Berbicara mengenai Hak Cipta, maka mau tidak mau kita akan berbicara mengenai hak-hak lainnya yang menjadi bagian dari Hak Cipta itu sendiri. Kalau beberapa waktu lalu Cek HKI sudah menjelaskan secara singkat mengenai Hak Eksklusif, tulisan ini akan berbicara mengenai salah satu bentuk Hak Eksklusif yaitu Hak Moral. Berbeda dengan Hak Ekonomi (sebagai bentuk lain dari Hak Eksklusif) yang dapat dialihkan kepada orang lain sekalipun Pencipta belum meninggal, Hak Moral ini melekat pada Pencipta selama dirinya hidup alias hanya bisa dialihkan ketika Pencipta meninggal melalui wasiat.

Pada mulanya, pengaturan mengenai Hak Moral ini tercantum di dalam Pasal 6 Konvensi Bern 1928. Menurut Henry Soelistyo dalam bukunya Hak Cipta Tanpa Hak Moral (2011), dalam pasal 6 Konvensi Bern tersebut yang menjadi substansi dari Hak Moral meliputi :

  1. The right to claim authorship, yaitu hak untuk mendapatkan pengakuan sebagai pencipta. Hak ini dapat dilakukan antara lain dengan menyebutkan atau mencantumkan nama pencipta di dalam ciptaannya.
  2. The right to object to any distortion, mutilation, or other modification of the work, yaitu hak pencipta untuk menolak tindakan yang dapat mengakibatkan distorsi, terpotong, atau hilangnya sebagian dari ciptaan termasuk memodifikasi ciptaan sedemikian rupa sehingga mengakibatkan ciptaan tersebut rusak atau merugikan reputasi dan kehormatan pencipta.
  3. The right to object other derogatory action in relation to the said work, yaitu hak pencipta untuk menolak segala bentuk tindakan atau perlakuan yang dapat mengganggu atau merendahkan kehormatan dan reputasi pencipta.
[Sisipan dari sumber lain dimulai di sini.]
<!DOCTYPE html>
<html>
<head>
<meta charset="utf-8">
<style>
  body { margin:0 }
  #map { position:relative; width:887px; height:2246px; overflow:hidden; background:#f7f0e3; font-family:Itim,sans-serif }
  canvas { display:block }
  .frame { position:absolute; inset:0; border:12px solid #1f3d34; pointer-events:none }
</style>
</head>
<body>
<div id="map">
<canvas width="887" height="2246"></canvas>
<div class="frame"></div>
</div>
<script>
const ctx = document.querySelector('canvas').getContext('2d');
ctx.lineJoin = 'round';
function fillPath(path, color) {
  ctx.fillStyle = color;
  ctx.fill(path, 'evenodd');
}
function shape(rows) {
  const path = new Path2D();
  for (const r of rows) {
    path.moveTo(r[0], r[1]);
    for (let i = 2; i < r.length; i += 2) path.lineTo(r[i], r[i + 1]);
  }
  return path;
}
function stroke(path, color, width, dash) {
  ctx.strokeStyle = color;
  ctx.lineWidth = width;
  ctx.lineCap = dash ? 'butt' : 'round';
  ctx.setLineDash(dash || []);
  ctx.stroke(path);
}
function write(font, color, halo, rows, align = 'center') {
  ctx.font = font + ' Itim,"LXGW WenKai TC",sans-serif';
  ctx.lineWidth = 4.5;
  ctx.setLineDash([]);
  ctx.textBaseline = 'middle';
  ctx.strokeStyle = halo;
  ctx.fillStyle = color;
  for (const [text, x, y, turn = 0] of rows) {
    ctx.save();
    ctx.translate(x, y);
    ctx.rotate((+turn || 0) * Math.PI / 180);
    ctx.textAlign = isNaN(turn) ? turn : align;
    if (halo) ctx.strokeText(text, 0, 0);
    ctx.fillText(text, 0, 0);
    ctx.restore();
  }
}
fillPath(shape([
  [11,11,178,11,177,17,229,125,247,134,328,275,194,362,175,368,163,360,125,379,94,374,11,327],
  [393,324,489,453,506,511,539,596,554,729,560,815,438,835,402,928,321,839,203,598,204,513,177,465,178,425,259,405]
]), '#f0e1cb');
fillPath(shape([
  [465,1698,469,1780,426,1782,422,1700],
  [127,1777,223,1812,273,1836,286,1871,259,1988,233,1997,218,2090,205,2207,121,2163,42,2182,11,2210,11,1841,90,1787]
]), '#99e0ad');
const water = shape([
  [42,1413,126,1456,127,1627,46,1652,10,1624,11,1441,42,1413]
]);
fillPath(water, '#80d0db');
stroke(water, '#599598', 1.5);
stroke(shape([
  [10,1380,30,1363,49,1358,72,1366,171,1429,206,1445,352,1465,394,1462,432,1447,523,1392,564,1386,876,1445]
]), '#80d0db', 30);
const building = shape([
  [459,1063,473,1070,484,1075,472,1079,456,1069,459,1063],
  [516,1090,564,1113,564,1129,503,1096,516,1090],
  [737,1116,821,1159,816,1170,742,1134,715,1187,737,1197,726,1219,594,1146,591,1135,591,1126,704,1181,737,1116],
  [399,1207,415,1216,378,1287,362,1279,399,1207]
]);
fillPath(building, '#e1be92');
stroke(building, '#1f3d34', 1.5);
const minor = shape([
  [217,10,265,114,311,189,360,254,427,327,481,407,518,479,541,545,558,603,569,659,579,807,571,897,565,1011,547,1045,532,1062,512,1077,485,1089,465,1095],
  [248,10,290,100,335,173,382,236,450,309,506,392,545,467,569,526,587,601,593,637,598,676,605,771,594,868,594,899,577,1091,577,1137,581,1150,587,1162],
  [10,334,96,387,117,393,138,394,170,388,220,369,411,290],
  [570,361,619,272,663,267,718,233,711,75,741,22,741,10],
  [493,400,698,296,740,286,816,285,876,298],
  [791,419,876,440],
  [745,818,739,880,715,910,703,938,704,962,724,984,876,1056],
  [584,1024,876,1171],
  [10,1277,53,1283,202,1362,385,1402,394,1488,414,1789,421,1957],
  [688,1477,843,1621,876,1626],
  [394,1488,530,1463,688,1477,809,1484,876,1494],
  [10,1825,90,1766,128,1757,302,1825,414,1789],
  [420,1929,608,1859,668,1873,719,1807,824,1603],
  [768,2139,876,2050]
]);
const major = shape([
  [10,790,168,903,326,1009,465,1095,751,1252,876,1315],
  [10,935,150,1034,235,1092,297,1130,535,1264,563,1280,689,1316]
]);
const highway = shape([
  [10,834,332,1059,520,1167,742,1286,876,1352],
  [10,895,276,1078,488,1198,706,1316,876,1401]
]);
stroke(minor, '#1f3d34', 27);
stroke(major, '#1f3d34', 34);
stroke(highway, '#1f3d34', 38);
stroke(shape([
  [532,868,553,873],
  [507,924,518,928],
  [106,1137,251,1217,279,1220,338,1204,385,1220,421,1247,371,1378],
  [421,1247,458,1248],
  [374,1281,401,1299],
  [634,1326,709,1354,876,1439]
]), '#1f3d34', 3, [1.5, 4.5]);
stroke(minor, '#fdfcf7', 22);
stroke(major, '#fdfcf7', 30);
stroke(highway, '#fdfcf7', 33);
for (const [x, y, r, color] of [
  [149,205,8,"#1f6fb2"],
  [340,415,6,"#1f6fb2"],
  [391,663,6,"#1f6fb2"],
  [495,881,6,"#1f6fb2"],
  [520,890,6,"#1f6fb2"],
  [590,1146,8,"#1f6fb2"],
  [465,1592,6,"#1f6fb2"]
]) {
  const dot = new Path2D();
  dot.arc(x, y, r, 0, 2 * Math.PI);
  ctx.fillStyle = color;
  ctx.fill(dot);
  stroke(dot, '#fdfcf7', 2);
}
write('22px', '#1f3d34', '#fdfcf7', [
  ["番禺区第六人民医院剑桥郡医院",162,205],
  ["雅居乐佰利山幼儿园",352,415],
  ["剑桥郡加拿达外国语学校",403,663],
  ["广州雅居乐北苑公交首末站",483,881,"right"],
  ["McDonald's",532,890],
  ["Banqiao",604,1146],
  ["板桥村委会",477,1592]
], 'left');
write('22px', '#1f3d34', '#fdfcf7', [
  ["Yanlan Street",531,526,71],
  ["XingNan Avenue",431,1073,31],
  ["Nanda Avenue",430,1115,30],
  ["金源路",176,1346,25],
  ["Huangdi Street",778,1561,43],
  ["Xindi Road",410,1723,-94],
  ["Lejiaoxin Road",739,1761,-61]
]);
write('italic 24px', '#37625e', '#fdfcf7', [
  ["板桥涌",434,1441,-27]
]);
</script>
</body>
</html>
Di Indonesia, pengertian mengenai Hak Moral dapat kita lihat di dalam Pasal 5 Undang-Undang Nomor 28 Tahun 2014 tentang Hak Cipta. Melalui hak ini, seorang pencipta dapat melakukan beberapa tindakan terkait dengan ciptaannya, meliputi:

  1. tetap mencantumkan atau tidak mencantumkan namanya pada salinan sehubungan dengan pemakaian Ciptaannya untuk umum;
  2. menggunakan nama aliasnya atau samarannya;
  3. mengubah Ciptaannya sesuai dengan kepatutan dalam masyarakat;
  4. mengubah judul dan anak judul Ciptaan; dan
  5. mempertahankan haknya dalam hal terjadi distorsi Ciptaan, mutilasi Ciptaan, modifikasi Ciptaan, atau hal yang bersifat merugikan kehormatan diri atau reputasinya.

Untuk memastikan bahwa Hak Moral dari Pencipta terlindungi, di dalam Pasal 6 UU 28/2014 disebutkan bahwa Pencipta dapat memiliki informasi manajemen Hak Cipta dan/atau informasi elektronik Hak Cipta. Guna dari kedua hal tersebut adalah, sebagai dasar bagi Pencipta dalam membuktikan orisinalitas substansi dari ciptaannya beserta dengan dirinya sebagai pihak yang menciptakan. Dan atas informasi manajemen Hak Cipta dan/atau informasi elektronik Hak Cipta tersebut dilarang untuk dihilangkan, dirusak, maupun diubah.

Maka dari itu, wajib hukumnya bagi kita sebagai masyarakat untuk menghargai Hak Moral dari sebuah ciptaan. Walaupun belum tentu berdampak terhadap ekonomi dari Pencipta, namun penghargaan terhadap Hak Moral merupakan hal penting, karena dengan menghargainya kita berarti mengakui eksistensi dari Pencipta yang sudah berusaha mengorbankan waktu dan tenaga dalam membuat sebuah ciptaan. Dan yang tidak kalah penting, menghargai Hak Moral seorang Pencipta artinya kita turut mendukung bangsa Indonesia untuk terus kreatif melalui ide dan inovasi dari setiap warga negaranya.